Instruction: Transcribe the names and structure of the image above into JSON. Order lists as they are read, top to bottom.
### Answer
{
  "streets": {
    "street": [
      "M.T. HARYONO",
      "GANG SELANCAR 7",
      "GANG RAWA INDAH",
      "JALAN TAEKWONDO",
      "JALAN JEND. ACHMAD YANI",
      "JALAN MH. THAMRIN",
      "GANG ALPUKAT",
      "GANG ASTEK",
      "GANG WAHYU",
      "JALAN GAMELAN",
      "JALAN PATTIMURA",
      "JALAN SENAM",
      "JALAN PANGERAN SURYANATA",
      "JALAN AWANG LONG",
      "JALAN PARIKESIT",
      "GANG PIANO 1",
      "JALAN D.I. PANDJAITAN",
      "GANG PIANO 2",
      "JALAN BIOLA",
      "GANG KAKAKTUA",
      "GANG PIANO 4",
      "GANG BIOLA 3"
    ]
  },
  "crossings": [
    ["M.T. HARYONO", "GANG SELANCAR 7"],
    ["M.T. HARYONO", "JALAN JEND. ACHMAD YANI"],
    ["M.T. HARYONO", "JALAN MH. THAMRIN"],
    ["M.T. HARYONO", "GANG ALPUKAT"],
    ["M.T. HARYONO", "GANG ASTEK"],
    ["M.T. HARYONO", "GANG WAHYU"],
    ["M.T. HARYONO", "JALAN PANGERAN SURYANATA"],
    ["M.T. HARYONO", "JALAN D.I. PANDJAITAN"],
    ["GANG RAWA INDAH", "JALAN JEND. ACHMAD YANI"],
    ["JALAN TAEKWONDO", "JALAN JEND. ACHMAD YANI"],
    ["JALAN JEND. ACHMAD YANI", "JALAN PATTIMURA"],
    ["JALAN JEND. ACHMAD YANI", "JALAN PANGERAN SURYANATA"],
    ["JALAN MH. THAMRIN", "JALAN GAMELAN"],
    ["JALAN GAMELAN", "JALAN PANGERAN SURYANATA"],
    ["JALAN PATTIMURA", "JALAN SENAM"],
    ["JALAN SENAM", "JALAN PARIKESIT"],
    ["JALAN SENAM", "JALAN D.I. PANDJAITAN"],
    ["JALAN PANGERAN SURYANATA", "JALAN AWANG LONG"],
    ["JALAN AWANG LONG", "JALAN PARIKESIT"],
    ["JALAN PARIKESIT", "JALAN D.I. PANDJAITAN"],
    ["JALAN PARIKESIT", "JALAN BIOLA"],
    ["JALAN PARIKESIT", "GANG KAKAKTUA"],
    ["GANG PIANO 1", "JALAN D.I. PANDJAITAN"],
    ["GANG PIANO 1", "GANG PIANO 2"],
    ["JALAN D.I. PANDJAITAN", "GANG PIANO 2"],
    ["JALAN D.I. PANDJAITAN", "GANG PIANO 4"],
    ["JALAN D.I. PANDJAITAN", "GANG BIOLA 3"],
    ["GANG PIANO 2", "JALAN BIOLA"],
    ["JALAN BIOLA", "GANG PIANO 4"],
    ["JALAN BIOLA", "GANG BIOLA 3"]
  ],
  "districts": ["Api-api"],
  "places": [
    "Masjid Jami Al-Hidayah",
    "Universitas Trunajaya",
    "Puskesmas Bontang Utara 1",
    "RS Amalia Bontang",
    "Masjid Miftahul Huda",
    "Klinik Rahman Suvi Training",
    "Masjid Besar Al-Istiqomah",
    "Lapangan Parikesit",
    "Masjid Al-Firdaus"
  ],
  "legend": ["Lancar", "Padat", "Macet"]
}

☆ ☆ ☆ ☆

- The task -
Check each line above for the string "KAKAKTUA" and copy those that have it.

- Finished exercise -
      "GANG KAKAKTUA",
    ["JALAN PARIKESIT", "GANG KAKAKTUA"],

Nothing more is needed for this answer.